10 The long arm of the law finally caught up with Czech fugitive Radovan Krejcir when the Germiston Regional Court turned down his bail application on charges of kidnapping, assault and attempted murder.
The Czech businessman has grabbed headlines this year after he survived a James Bond-style assassination attempt when remote-controlled shotguns opened fire on him from behind a number plate of a parked car outside his business premises in Joburg.

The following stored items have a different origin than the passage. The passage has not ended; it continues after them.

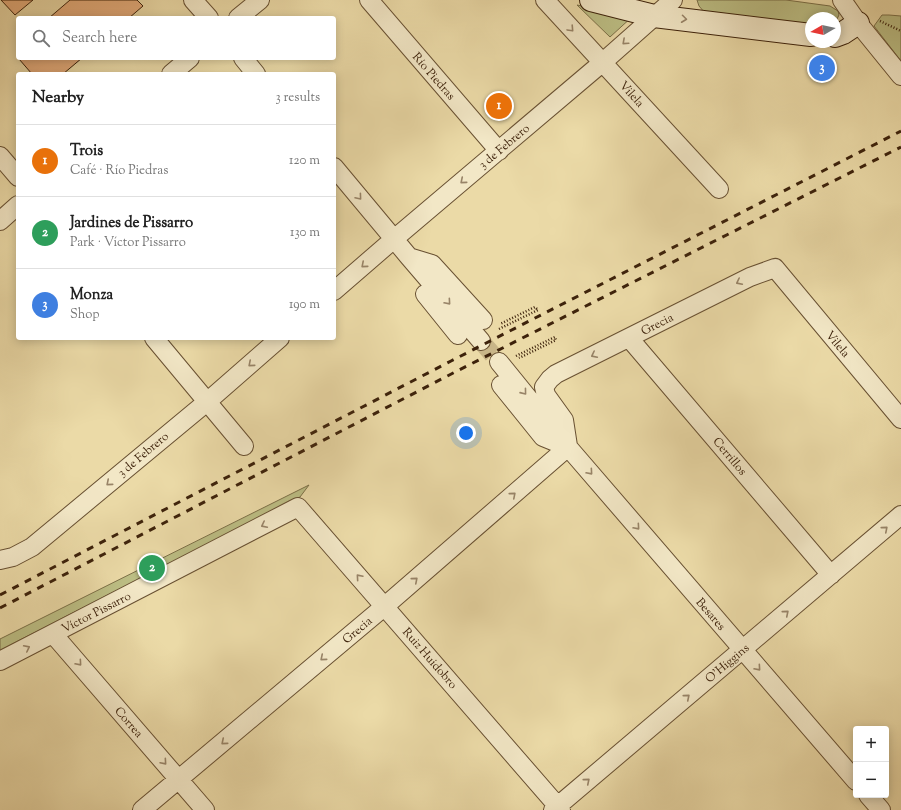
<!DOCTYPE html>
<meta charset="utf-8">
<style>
body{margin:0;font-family:"Sorts Mill Goudy",serif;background:#f6f6f6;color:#222}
.controls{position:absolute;right:12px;bottom:12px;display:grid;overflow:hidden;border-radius:4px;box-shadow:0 2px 10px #0003}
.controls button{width:36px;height:36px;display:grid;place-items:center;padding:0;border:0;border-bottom:1px solid #e0e0e0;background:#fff;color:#222;font:20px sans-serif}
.compass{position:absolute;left:805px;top:12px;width:36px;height:36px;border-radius:50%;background:#fff;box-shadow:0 2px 10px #0003;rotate:261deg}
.you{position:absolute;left:466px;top:433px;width:14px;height:14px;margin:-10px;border:3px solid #fff;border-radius:50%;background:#1a73e8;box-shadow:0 0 0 6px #1a73e833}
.badge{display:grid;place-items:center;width:26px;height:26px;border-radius:50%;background:#8f2418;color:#fff;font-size:13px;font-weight:700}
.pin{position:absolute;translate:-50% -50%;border:2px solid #fff;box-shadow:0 1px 4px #0006}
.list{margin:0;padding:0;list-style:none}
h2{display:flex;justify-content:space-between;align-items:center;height:52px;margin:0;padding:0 16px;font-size:17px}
h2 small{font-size:13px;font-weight:400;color:#767676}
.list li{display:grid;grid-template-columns:26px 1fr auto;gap:12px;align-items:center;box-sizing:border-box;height:72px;padding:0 16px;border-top:1px solid #e0e0e0}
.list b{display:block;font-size:15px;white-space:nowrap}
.list p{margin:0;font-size:13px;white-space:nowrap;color:#767676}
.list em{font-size:13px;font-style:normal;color:#767676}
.icon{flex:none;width:22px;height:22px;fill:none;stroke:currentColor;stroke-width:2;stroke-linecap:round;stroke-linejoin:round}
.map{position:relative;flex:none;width:901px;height:810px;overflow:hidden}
.search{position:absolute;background:#fff;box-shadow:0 2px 10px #0003;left:16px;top:16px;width:320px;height:44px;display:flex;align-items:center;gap:10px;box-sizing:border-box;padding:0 14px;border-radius:4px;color:#767676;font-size:15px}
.panel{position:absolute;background:#fff;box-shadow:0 2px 10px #0003;left:16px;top:72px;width:320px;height:268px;border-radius:4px}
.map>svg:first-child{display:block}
.green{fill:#bcbe84;stroke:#7c7048}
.building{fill:#e4ac7b;stroke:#3d220b}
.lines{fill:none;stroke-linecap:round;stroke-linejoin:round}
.street-tunnel{stroke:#c8b588;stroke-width:18;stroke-dasharray:18 9;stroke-linecap:butt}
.street-casing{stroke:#685032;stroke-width:20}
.secondary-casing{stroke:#3d220b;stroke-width:24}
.path{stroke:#3d220b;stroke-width:2.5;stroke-dasharray:1 2;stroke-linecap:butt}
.street{stroke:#f2e7c6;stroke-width:18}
.secondary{stroke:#f2e7c6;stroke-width:22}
.rail{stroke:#3d220b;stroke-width:3;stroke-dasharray:7 7;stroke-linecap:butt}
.oneway{stroke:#988468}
.labels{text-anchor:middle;stroke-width:3;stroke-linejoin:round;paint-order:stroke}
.street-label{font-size:12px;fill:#3d220b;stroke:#f2e7c6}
</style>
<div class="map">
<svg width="901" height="810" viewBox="0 0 901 810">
<rect width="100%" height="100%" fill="#ebdaa7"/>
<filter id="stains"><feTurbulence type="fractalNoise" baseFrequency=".005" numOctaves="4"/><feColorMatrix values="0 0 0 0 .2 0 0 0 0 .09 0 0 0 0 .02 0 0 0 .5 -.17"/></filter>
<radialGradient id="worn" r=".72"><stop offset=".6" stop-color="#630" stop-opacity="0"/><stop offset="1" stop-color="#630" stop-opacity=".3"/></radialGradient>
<!-- green -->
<path class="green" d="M697,0H786L830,6L838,11L839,15L835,23V18H811V25L705,13L699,6Z
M577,5L633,16L610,37Z
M882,15H889L901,16V61L874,26Z
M309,485L300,497L0,650V639Z"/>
<!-- building -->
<path class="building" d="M1,0H33L15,15Z
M70,0H137L143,6L129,18H49Z
M21,58H82L63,74H32L19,59Z"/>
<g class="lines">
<!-- street-tunnel -->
<path class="street-tunnel" d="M481,341L499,362"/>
<!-- street casing -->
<g class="street-casing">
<path id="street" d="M193,0L209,18
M369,0L499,151
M545,0L719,189
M842,0L858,23L901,76
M238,18L260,0
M243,58L256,74
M171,74L190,58
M0,156L18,177
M334,167L409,257L481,341
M0,221L18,205
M409,257L432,264L483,320
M334,291L394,239L603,62L673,0
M425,294L458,335
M154,338L244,446
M629,338L831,575
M499,362L568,447L856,781
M501,385L543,437L565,446
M568,446L564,420L546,395L544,387L550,379L556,374L750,277L775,268L901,419
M0,560L13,557L32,547L208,401L280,338
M53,634L205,810
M0,661L298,507L561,810
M868,795L881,810
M142,810L385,606L568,447
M553,810L901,515"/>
</g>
<!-- secondary casing -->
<g class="secondary-casing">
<path id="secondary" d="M591,0L654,16L811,35
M835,36L843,33L858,23"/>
</g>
<!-- path -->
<path class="path" d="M880,21L901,31
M499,329L538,310L535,307L500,324
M516,356L555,337L556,340L519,358"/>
<!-- street -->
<use href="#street" class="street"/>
<!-- secondary -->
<use href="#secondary" class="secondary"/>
<!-- rail -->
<path class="rail" d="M0,595L451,361L901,131
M0,608L457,371L901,147"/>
</g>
<!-- one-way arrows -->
<defs><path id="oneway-chevron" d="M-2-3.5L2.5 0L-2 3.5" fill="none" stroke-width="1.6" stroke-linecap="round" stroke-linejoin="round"/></defs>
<g class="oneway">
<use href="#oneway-chevron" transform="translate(684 19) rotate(7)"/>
<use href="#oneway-chevron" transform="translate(571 29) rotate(47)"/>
<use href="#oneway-chevron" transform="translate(625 42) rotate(138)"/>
<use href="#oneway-chevron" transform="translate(463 181) rotate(140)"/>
<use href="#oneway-chevron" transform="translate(359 197) rotate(50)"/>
<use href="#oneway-chevron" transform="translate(364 265) rotate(139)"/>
<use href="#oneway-chevron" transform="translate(739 282) rotate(153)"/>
<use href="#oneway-chevron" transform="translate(448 302) rotate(49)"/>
<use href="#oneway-chevron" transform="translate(594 355) rotate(153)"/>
<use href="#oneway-chevron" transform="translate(251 364) rotate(139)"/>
<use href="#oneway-chevron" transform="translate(524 392) rotate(51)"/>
<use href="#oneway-chevron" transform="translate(590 472) rotate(49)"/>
<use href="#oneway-chevron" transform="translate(109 483) rotate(140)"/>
<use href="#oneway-chevron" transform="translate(513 495) rotate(-41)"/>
<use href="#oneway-chevron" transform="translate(264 525) rotate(153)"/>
<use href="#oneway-chevron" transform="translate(637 527) rotate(49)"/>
<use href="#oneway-chevron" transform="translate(885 529) rotate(-41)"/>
<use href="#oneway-chevron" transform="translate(359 577) rotate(-131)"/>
<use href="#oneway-chevron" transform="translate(415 580) rotate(-41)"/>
<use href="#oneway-chevron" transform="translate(786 613) rotate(-40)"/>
<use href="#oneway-chevron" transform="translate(27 648) rotate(-27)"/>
<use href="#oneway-chevron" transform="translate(323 658) rotate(140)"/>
<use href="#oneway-chevron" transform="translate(79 663) rotate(49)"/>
<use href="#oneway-chevron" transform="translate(758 668) rotate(49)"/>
<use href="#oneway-chevron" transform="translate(687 697) rotate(-40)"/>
<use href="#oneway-chevron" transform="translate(224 742) rotate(140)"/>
<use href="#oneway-chevron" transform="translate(164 762) rotate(49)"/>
<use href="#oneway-chevron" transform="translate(587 781) rotate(-40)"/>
</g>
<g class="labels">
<!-- street labels -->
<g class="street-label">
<text transform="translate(434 76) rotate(49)" y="4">Río Piedras</text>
<text transform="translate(632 94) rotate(48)" y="4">Vilela</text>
<text transform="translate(504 146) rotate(-40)" y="4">3 de Febrero</text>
<text transform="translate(657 324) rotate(-27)" y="4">Grecia</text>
<text transform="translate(838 344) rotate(50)" y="4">Vilela</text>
<text transform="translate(143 454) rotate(-40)" y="4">3 de Febrero</text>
<text transform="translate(730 456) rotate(50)" y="4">Cerrillos</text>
<text transform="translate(96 612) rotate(-27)" y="4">Víctor Pissarro</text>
<text transform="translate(711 614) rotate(49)" y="4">Besares</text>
<text transform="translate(357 630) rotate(-40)" y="4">Grecia</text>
<text transform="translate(430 658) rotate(49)" y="4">Ruiz Huidobro</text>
<text transform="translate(727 663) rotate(-40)" y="4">O'Higgins</text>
<text transform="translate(129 722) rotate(49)" y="4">Correa</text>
</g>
</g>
<rect width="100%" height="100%" filter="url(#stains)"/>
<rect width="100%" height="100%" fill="url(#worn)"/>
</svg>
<div class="controls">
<button>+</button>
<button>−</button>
</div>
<svg class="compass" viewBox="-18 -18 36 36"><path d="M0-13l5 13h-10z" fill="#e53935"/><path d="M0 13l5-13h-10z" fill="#767676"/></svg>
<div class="you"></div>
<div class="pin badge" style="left:499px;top:106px;background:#e8710a">1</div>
<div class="pin badge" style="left:152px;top:568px;background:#2e9e5b">2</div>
<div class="pin badge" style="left:822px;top:68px;background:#3f7fe0">3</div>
<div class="search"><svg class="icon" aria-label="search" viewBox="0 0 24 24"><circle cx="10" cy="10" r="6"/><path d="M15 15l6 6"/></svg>Search here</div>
<section class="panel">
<h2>Nearby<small>3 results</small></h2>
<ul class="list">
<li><span class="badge" style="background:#e8710a">1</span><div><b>Trois</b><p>Café · Río Piedras</p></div><em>120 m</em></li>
<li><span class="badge" style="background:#2e9e5b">2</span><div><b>Jardines de Pissarro</b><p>Park · Víctor Pissarro</p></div><em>130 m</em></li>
<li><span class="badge" style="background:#3f7fe0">3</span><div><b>Monza</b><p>Shop</p></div><em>190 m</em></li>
</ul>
</section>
</div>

Krejcir has been linked to a spate of underworld killings since 2009 and is a fugitive from justice in his homeland, having been found guilty of fraud and money laundering and sentenced in absentia to 11 years in jail.
In recent weeks he has been in the spotlight after several of his associates were killed in separate incidents in Bedfordview in what many have labelled an all-out war raging in the Joburg underworld.
Krejcir escaped from custody in the Czech Republic in 2005 and fled via Poland, Ukraine, Turkey and Dubai to the Seychelles.
There he acquired citizenship in 2006 and relinquished his Czech citizenship.